В ходе описанных здесь морских экспедиций одному лишь Джеймсу Куку посчастливилось взять с собой в путь хронометры, да и то их сложный внутренний мир, наполненный великим множеством зубчатых колесиков, заканчивал свое бренное существование к концу столь продолжительных плаваний. Большинство же предшественников Кука, также бывших первооткрывателями в Тихом океане, страдало от того, что им оставалось неизвестным местонахождение их кораблей. Они не находили тех островов, на которых побывали до них другие мореплаватели, и становились жертвами неправильных оценок и роковых заблуждений.

А какие, собственно, были тогда возможности проложить истинный курс судна на навигационной карте? Курс, которым следовало судно, не соответствовал намеченному, ибо, помимо всего прочего, на него оказывали отрицательное влияние магнитные склонения. Лишь немногие капитаны прилагали достаточно стараний или были в состоянии определить их величину с помощью азимутальных наблюдений Солнца. Полная неясность существовала и в отношении пройденного расстояния. На правильность его определения влияли и волнение на море, и морские течения, и парусные характеристики судов в различных метеорологических условиях. Правда, одно из высказываний Пигафетты позволяет предположить, что в состав снаряжения кораблей Магеллана уже входил лаг, но это вспомогательное средство отличалось коварными «проделками», которые трудно было учесть. Это был тот период мореходства, когда люди только приступили к счислению пути, то есть к оценке пройденного курса и расстояния с помощью эмпирических данных: очевидных, зримых результатов воздействия волнений на море, ветра, морских течений, а также сплошной регистрации всех активных и пассивных движений судна. Предпринимались попытки на так называемых «досках счисления пути» дать графическое изображение равнодействующей этих сил. Но самым важным оставался все же опыт, морское «седьмое чувство», которым разные люди обладали далеко не в равной степени.

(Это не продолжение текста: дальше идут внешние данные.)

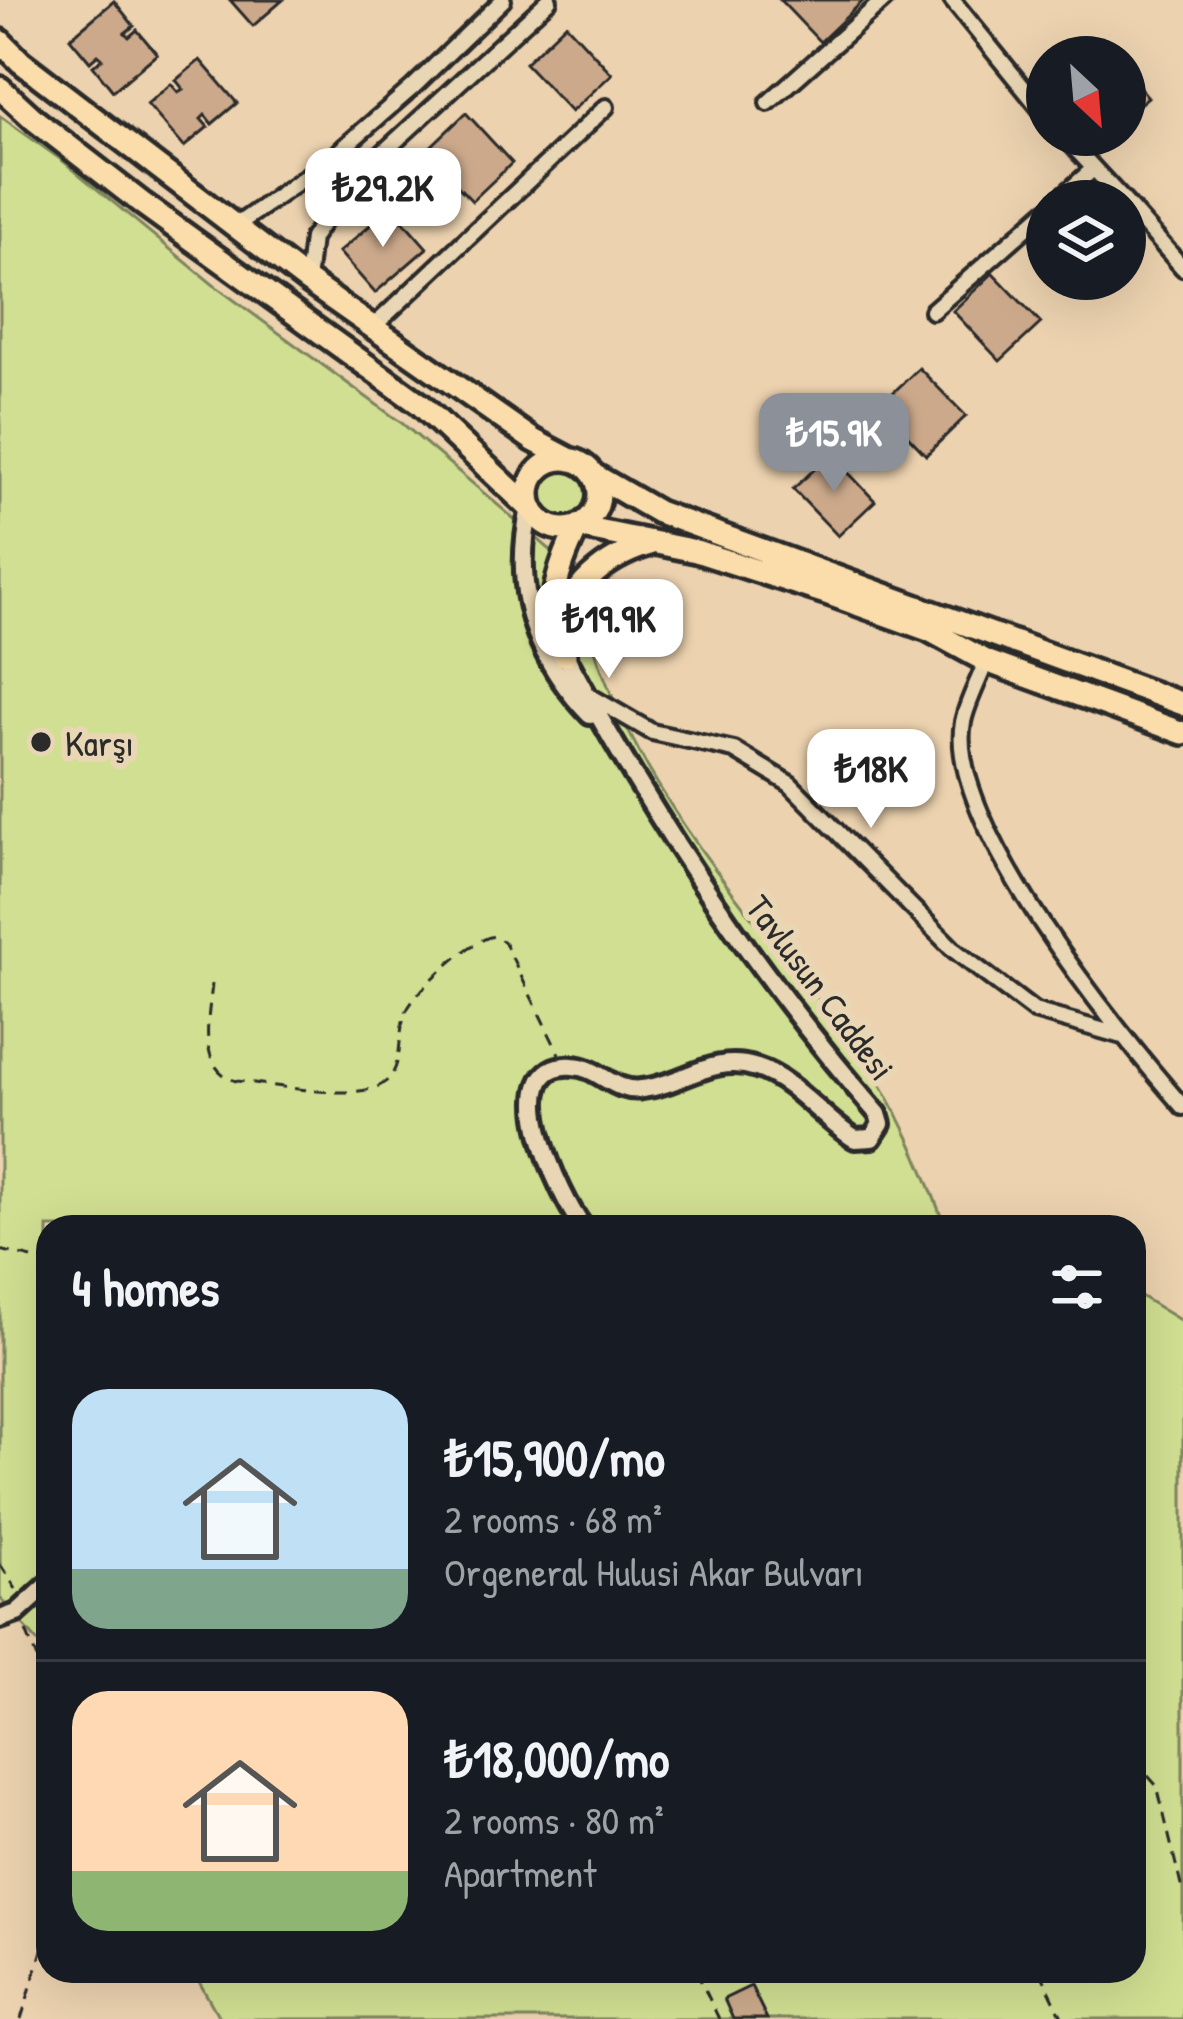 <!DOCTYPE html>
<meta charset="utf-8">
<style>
:root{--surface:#171b24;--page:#20242c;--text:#f1f3f6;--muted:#9ea1a6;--line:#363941;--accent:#8c9099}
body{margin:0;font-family:"Patrick Hand",sans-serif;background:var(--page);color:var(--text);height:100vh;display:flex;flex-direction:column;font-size:45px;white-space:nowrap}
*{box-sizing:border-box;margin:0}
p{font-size:39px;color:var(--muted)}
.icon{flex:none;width:66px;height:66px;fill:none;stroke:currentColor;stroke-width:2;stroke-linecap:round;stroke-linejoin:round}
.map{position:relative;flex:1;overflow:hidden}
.side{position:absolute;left:36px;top:1215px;width:1110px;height:768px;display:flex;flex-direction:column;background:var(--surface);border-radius:36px;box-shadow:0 12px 48px #0002}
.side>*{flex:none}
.needle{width:78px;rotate:154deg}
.fabs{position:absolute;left:1026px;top:36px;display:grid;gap:24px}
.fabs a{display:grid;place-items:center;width:120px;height:120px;border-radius:50%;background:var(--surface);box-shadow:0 12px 48px #0002;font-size:60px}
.price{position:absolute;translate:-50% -102px;padding:0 27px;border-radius:24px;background:#fff;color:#222;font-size:39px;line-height:78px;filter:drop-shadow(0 3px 6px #0008)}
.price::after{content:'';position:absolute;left:50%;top:72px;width:36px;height:27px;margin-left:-18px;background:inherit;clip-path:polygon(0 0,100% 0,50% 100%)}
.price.active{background:var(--accent);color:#fff}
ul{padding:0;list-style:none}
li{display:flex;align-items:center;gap:36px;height:300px;padding:0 36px}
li+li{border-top:3px solid var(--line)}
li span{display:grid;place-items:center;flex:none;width:336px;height:240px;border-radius:36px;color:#555}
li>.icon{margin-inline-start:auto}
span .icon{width:144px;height:144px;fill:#fffc;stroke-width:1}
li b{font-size:51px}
h2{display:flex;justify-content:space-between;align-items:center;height:144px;padding:0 36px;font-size:51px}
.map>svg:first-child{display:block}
.green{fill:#d1df92;stroke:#7e855e;stroke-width:3}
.building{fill:#cca98b;stroke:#2b2b2b;stroke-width:3}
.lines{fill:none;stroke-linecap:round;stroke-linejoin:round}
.minor-casing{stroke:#2b2b2b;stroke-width:22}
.tertiary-casing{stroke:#2b2b2b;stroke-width:26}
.primary-casing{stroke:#2b2b2b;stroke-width:30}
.path{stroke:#2b2b2b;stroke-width:3;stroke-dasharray:12 9;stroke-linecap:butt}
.minor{stroke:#e9d6b4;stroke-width:14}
.tertiary{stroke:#e9d6b4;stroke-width:16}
.primary{stroke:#fbddab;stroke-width:21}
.poi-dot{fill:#2b2b2b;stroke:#e9d6b4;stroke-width:4.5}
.labels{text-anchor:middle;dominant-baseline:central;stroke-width:12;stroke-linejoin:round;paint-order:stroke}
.poi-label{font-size:36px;fill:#2b2b2b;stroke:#e9d6b4;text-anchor:start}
.street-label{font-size:36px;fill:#2b2b2b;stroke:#e9d6b4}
</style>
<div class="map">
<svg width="1183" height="2019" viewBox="0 0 1183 2019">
<rect width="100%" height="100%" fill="#ecd2af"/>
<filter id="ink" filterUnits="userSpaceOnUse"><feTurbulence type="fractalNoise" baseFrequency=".00833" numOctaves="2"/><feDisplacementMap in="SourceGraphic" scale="24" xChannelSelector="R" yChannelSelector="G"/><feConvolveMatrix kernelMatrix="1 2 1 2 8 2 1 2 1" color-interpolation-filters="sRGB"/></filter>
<g filter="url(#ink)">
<!-- green -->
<path class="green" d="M0,116L63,161L215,286L403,424L595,588L583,607C612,736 694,845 775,947C804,983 835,1016 861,1054C898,1107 923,1166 945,1227H48V1654L0,1598Z
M534 496a29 29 0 1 1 58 0a29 29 0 1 1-58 0Z
M1134,1292L1183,1322V2019H220L193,1971H1134Z"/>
<!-- building -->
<path class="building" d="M230,0H283L253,26Z
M780,0H864L820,42Z
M114,1L134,26L125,33L129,37L137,30L157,54L113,91L93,66L102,59L98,55L90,62L70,38Z
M566,24L612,74L571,112L525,63Z
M200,60L237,103L212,124L205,115L201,119L208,127L184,147L147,104L171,84L178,92L183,89L176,80Z
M1125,69L1148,97L1125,116Z
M466,113L512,163L472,201L425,152Z
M391,207L427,248L375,293L339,252Z
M993,273L1041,323L1000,361L953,311Z
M919,368L966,416L926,455L879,406Z
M831,454L875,501L838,536L793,489Z
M751,1986L767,2019H733L724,1999Z"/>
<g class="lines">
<!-- minor casing -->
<g class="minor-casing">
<path id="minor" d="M952,0L1047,117
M768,103L884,0
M1063,135L1124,201
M1057,201L1093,169
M1125,202L1183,268
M234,227L328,161L413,87L503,0
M307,281L312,238L350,183L549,0
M932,311L1047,210
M372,328L606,107
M986,661C979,681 967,702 963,722C944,819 1120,1035 1183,1107
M588,695L652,732L734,750L790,784L954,950L1034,1011L1122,1036"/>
</g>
<!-- tertiary casing -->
<g class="tertiary-casing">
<path id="tertiary" d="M530,508C512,588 533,656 590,715
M565,655C653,818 756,974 878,1114L881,1124L872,1138L855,1139C822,1119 795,1080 757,1068C712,1053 683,1085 642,1089C613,1093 599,1067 573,1066C495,1061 561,1200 583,1227
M0,1619L17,1613L48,1585"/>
</g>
<!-- primary casing -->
<g class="primary-casing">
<path id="primary" d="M0,41L21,62L307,281L533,440L571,460
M0,88L36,121L143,204L420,404L530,508
M529 494a35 35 0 1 1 70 0a35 35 0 1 1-70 0Z
M594,475L658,512L1183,704
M564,637C561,589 609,556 650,544
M565,655C543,612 557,569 578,527L696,551L829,594L929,630L986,661L1183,733"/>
</g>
<!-- path -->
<path class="path" d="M212,984C209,1017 196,1068 236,1081C272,1084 344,1100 377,1087C407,1074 395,1038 406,1012C415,991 475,935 496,936L505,943L559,1054
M0,1250L48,1262
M0,1564L16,1589
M26,1631L48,1686
M1134,1760L1157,1786L1183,1894
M696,1971L719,2019
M1040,1971L1063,2019
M21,2019L48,1931"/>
<!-- minor -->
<use href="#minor" class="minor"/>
<!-- tertiary -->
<use href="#tertiary" class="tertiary"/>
<!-- primary -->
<use href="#primary" class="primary"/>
</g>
</g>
<!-- markers -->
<circle class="poi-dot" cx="41" cy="742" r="12"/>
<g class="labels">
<!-- poi labels -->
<g class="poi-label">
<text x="65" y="742">Karşı</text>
</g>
<!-- street labels -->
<g class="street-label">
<text transform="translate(821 987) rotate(53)">Tavlusun Caddesi</text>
</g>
</g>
</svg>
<div class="fabs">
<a><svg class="needle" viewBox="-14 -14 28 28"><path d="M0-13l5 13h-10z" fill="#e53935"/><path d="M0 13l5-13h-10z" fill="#9ea1a6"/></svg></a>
<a><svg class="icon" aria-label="layers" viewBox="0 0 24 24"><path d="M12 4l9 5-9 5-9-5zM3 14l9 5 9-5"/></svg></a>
</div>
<b class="price" style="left:383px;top:250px">₺29.2K</b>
<b class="price active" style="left:834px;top:495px">₺15.9K</b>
<b class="price" style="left:609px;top:681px">₺19.9K</b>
<b class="price" style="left:871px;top:831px">₺18K</b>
<section class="side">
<h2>4 homes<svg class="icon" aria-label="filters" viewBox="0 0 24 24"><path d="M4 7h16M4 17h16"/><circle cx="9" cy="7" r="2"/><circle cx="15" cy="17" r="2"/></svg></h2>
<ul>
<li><span style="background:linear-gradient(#bfe0f5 75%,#7fa58c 0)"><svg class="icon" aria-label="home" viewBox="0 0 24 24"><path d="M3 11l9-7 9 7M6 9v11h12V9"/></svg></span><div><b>₺15,900/mo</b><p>2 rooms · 68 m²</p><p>Orgeneral Hulusi Akar Bulvarı</p></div></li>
<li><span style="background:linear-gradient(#ffd9b3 75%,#8fb573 0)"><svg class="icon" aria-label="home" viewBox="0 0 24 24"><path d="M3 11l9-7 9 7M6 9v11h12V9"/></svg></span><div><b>₺18,000/mo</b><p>2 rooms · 80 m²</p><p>Apartment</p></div></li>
</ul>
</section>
</div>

«Доска счисления пути» — навигационный инструмент, использовавшийся с XVI века

Капитана, победившего голод и цингу, укротившего мятежную команду и поборовшего чувство неопределенности, ожидали многие другие неприятности. Долговечность тогдашних кораблей была весьма ограниченной: даже построенные из лучших сортов тропической древесины парусники Ост-Индской компании с трудом выдерживали шесть плаваний. И как можно видеть на живых примерах, которыми являются и истлевший «Робак» Дампира, и «Своллоу» Картерета, прослуживший тридцать лет, экспедиционные корабли, предназначавшиеся для плаваний в Тихий океан, ценились так же «высоко», как и плававшие на них корабельные коки: они не годились больше ни на что. Пеньковый такелаж не выдерживал нагрузок длительных плаваний, поэтому многие мечтали о том, чтобы пассат гнал судно через Южное море, минуя области, лежащие в стороне от традиционных маршрутов парусников. При сильных ветрах практически не проходило дня без повреждения или гибели такелажа, парусов, рангоута; черви-древоточцы непрерывно разрушали корпус судна; под палящими лучами тропического солнца паруса становились хрупкими, ломкими, корабли начинали давать течь, а прокладка вылезала из деревянной обшивки. Неудивительно поэтому, что многие мореплаватели, попадавшие на просторы Южного моря, спешили поскорее взять курс на Батавию, Манилу или американские порты. В свете описанных выше теневых сторон тихоокеанских экспедиций было бы слишком сурово обвинять их в отсутствии решимости. Плавание парусных судов всегда было рискованным предприятием, а Южное море и его берега были не только местом действия и ареной «чудес океана», взглянуть на которые однажды отправился Пигафетта, но и могилой Менданьи, Кука, Лаперуза и бесчисленного множества других безымянных мореплавателей.